Exercise: Print every record below exactly as it stands, but leave out the pictures.

Material for the task:
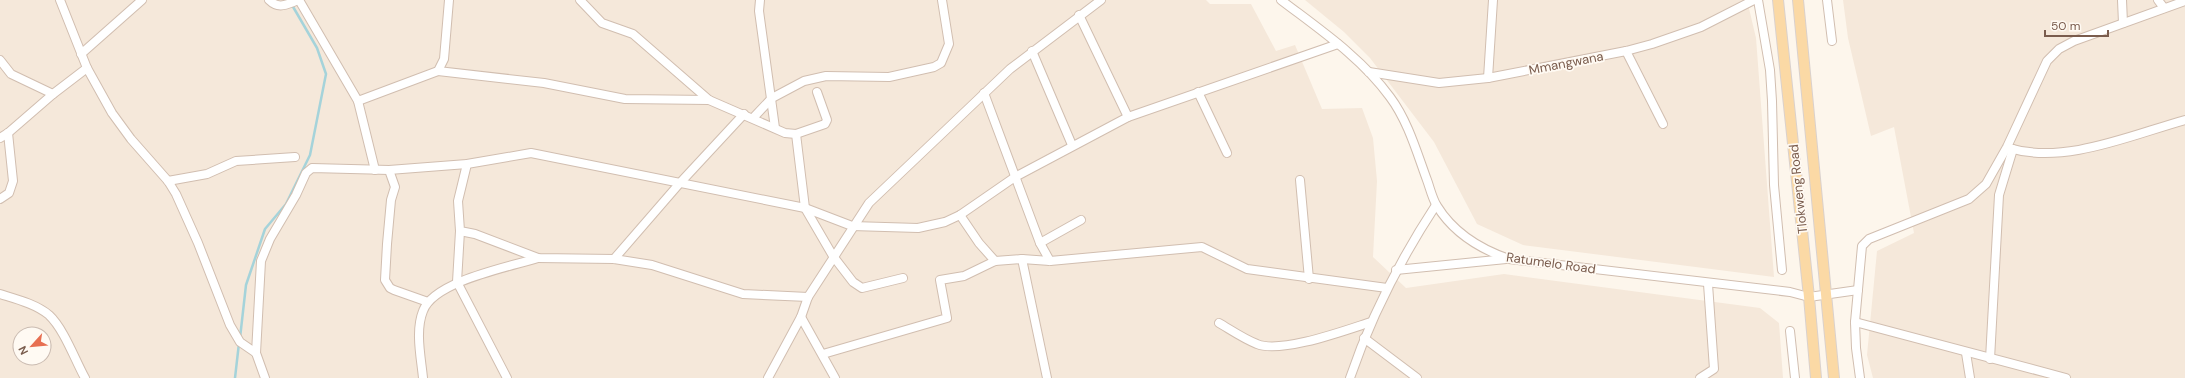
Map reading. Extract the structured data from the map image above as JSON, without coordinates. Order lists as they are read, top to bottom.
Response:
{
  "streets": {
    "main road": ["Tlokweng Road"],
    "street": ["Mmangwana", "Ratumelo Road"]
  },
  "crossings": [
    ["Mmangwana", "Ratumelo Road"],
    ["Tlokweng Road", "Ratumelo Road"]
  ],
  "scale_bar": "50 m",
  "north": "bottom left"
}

Written response:
Map reading. Extract the structured data from the map image above as JSON, without coordinates. Order lists as they are read, top to bottom.
Response:
{
  "streets": {
    "main road": ["Tlokweng Road"],
    "street": ["Mmangwana", "Ratumelo Road"]
  },
  "crossings": [
    ["Mmangwana", "Ratumelo Road"],
    ["Tlokweng Road", "Ratumelo Road"]
  ],
  "scale_bar": "50 m",
  "north": "bottom left"
}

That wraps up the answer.